| EXERCISE OBJECTIVE |
Only the lines from the beginning of the data through the one with "position:relative; width:673px; height:916px;" belong in the answer, each retyped exactly, with pictures left out.

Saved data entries
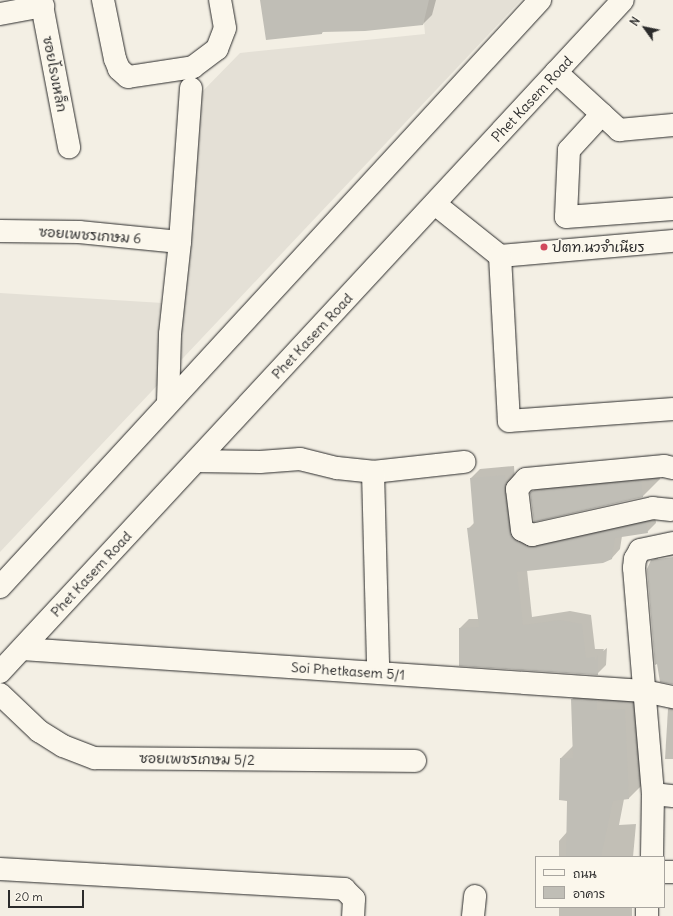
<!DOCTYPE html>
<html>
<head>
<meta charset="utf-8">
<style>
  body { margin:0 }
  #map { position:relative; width:673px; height:916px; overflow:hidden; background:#f3efe4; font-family:Delius,"Playpen Sans Thai",sans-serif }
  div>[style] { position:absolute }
  .built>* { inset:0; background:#e4e0d6 }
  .shadow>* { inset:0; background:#0003; transform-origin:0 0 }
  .building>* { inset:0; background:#c0beb6 }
  .roads { filter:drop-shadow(0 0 1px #2b2b2b) drop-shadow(0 0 1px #2b2b2b) }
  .minor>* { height:22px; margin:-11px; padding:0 11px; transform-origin:11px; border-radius:11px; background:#fbf7ec }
  .major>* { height:22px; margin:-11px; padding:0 11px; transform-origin:11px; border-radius:11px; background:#fbf7ec }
  .dots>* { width:11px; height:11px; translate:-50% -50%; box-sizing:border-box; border:2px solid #fbf7ec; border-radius:50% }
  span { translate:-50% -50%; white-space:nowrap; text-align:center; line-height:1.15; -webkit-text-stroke:3px #fbf7ec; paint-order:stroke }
  .street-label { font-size:14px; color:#2b2b2b }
  .poi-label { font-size:14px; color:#2b2b2b }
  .left { translate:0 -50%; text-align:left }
  .legend { position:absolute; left:535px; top:856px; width:130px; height:52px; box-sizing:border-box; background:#fbf7ec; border:1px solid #a8a59f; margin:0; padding:5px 7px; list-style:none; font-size:12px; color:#2b2b2b }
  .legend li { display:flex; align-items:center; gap:8px; height:20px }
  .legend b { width:20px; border:1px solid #a8a59f }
  .north { position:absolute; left:625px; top:8px; width:40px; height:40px; -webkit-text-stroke:3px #fbf7ec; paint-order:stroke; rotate:303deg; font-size:11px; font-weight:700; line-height:16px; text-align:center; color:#2b2b2b }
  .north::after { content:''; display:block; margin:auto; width:14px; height:18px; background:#2b2b2b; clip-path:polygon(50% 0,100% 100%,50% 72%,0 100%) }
  .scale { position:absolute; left:8px; top:890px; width:76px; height:18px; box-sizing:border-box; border:2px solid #2b2b2b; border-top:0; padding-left:5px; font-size:12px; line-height:14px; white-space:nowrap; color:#2b2b2b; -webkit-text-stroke:3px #fbf7ec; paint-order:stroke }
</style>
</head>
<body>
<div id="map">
  <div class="built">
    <i style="clip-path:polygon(422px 0,521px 0,0 552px,0 293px,179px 304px,199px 95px,240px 53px,425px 34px)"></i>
  </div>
  <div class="shadow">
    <i style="clip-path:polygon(261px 0,436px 0,432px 15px,423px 24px,324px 31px,322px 33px)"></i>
    <i style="clip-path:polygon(658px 463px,660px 479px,642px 497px,531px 493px,551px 474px)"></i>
    <i style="clip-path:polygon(514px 466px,518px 523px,525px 532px,655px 514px,656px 523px,647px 532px,622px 536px,620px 549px,611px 559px,527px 570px,532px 617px,570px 611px,591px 615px,595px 649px,604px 649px,603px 651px,607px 648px,606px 665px,597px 674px,460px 628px,469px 619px,479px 619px,469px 528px,475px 522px,471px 478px,480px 469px)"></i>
    <i style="clip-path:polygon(673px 547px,673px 556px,658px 558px,658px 560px,673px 558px,673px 657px,652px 561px,664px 549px)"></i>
    <i style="clip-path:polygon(587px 684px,639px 695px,644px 783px,629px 798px,624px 799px,619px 825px,636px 824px,633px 857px,559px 857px,559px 841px,567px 832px,568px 800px,561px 758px,573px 746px,572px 699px)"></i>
    <i style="clip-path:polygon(673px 704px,673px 759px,665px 759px,668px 709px)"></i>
    <i style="left:559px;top:907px;width:73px;height:9px"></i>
  </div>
  <div class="building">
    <i style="clip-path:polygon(260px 0,429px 0,423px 25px,365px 31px,322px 32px,322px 34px,266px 40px)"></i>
    <i style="clip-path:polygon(505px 475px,510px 532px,516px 541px,526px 546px,535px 547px,646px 522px,648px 533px,615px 538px,612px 559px,603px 563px,517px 572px,523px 625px,560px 620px,582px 624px,586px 658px,595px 657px,595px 661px,598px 655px,598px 675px,459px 666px,459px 628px,479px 627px,467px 528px,474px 527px,470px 478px)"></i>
    <i style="clip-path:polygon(641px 481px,643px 497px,534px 522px,530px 493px,532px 491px)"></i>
    <i style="clip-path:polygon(673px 557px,673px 684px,672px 684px,660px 682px,657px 664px,655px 665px,647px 569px,651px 560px)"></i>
    <i style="clip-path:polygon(571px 699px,597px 700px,597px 710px,625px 709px,629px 799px,613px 801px,601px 857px,566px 857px,567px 801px,559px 800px,560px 758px,573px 758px)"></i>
  </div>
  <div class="roads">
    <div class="minor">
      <i style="left:41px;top:0;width:150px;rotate:79.2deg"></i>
      <i style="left:103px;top:0;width:60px;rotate:78.5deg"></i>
      <i style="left:115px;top:59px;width:11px;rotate:68deg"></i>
      <i style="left:119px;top:69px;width:12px;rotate:42deg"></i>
      <i style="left:128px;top:77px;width:66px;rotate:-8.7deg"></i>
      <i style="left:193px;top:67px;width:30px;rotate:-37deg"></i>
      <i style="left:217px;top:49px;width:22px;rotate:-69deg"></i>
      <i style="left:225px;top:28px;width:28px;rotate:-100deg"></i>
      <i style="left:0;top:14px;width:44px;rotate:-10.5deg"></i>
      <i style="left:556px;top:72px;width:86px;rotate:42.6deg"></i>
      <i style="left:619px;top:130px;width:54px;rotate:-5.3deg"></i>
      <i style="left:602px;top:114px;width:49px;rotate:132.5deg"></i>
      <i style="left:569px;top:150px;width:67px;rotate:92.6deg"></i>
      <i style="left:566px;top:217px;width:107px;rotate:-4.3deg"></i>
      <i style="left:435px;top:204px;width:83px;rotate:38.7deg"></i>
      <i style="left:500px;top:256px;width:174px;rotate:-5deg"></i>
      <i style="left:0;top:231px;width:79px;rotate:0.7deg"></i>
      <i style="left:79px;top:232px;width:101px;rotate:5.7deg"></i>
      <i style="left:500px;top:256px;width:165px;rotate:86.9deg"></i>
      <i style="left:509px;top:421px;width:164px;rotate:-4.2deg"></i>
      <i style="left:168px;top:402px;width:68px;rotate:-88.3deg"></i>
      <i style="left:170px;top:334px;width:93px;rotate:-83.8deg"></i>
      <i style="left:180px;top:242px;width:154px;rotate:-85.9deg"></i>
      <i style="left:196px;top:461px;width:64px;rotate:0.9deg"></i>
      <i style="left:260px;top:462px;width:40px;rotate:-4.3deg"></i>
      <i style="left:300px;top:459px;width:38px;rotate:14deg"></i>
      <i style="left:337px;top:468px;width:36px;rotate:6deg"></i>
      <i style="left:373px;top:472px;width:92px;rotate:-6.3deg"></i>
      <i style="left:373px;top:472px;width:193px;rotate:88.5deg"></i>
      <i style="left:671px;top:510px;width:18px;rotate:-174deg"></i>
      <i style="left:653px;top:508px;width:124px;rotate:167.4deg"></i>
      <i style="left:532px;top:535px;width:11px;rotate:-153deg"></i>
      <i style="left:522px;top:530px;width:41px;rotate:-97deg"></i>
      <i style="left:517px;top:489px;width:13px;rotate:-48deg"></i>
      <i style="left:526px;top:479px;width:139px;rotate:-5.4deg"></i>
      <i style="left:664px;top:466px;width:9px;rotate:13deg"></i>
      <i style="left:22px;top:649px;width:623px;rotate:3.86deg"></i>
      <i style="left:644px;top:691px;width:30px;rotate:12deg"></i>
      <i style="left:0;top:694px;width:54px;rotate:43.5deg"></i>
      <i style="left:39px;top:731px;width:28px;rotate:32deg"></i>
      <i style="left:63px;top:746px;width:34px;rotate:21deg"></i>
      <i style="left:95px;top:758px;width:320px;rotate:0.5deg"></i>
      <i style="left:653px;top:794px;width:20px;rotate:6deg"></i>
      <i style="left:652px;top:857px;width:63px;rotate:-89.1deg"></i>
      <i style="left:653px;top:794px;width:227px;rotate:-94.8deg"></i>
      <i style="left:634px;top:568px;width:9px;rotate:-84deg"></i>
      <i style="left:635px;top:559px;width:10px;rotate:-61deg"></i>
      <i style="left:640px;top:550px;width:34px;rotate:-12deg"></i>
      <i style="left:0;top:869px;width:345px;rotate:3.3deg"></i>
      <i style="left:344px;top:889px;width:14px;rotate:45deg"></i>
      <i style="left:354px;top:899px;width:17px;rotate:93deg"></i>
      <i style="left:664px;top:872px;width:9px"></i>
      <i style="left:473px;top:916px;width:20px;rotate:-84deg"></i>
      <i style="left:647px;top:916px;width:9px;rotate:-90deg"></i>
    </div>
    <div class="major">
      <i style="left:0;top:587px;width:798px;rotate:-47.39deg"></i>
      <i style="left:0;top:672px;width:916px;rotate:-47.17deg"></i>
    </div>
  </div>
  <div class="dots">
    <i style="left:544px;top:247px;background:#d1495b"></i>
  </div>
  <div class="street-label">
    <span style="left:55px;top:74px;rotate:79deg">ซอยโรงเหล็ก</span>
    <span style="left:532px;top:99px;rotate:-47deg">Phet Kasem Road</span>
    <span style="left:90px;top:235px;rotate:4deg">ซอยเพชรเกษม 6</span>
    <span style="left:312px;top:336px;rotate:-47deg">Phet Kasem Road</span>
    <span style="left:91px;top:574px;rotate:-47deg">Phet Kasem Road</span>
    <span style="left:348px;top:671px;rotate:4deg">Soi Phetkasem 5/1</span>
    <span style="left:197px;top:759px;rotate:1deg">ซอยเพชรเกษม 5/2</span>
  </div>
  <div class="poi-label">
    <span class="left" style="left:552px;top:247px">ปตท.นวจำเนียร</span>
  </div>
  <ul class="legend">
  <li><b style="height:5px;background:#fbf7ec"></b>ถนน</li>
  <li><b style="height:11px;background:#c0beb6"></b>อาคาร</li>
  </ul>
  <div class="north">N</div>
  <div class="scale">20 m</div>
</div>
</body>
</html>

| PROBLEM SOLUTION |
<!DOCTYPE html>
<html>
<head>
<meta charset="utf-8">
<style>
  body { margin:0 }
  #map { position:relative; width:673px; height:916px; overflow:hidden; background:#f3efe4; font-family:Delius,"Playpen Sans Thai",sans-serif }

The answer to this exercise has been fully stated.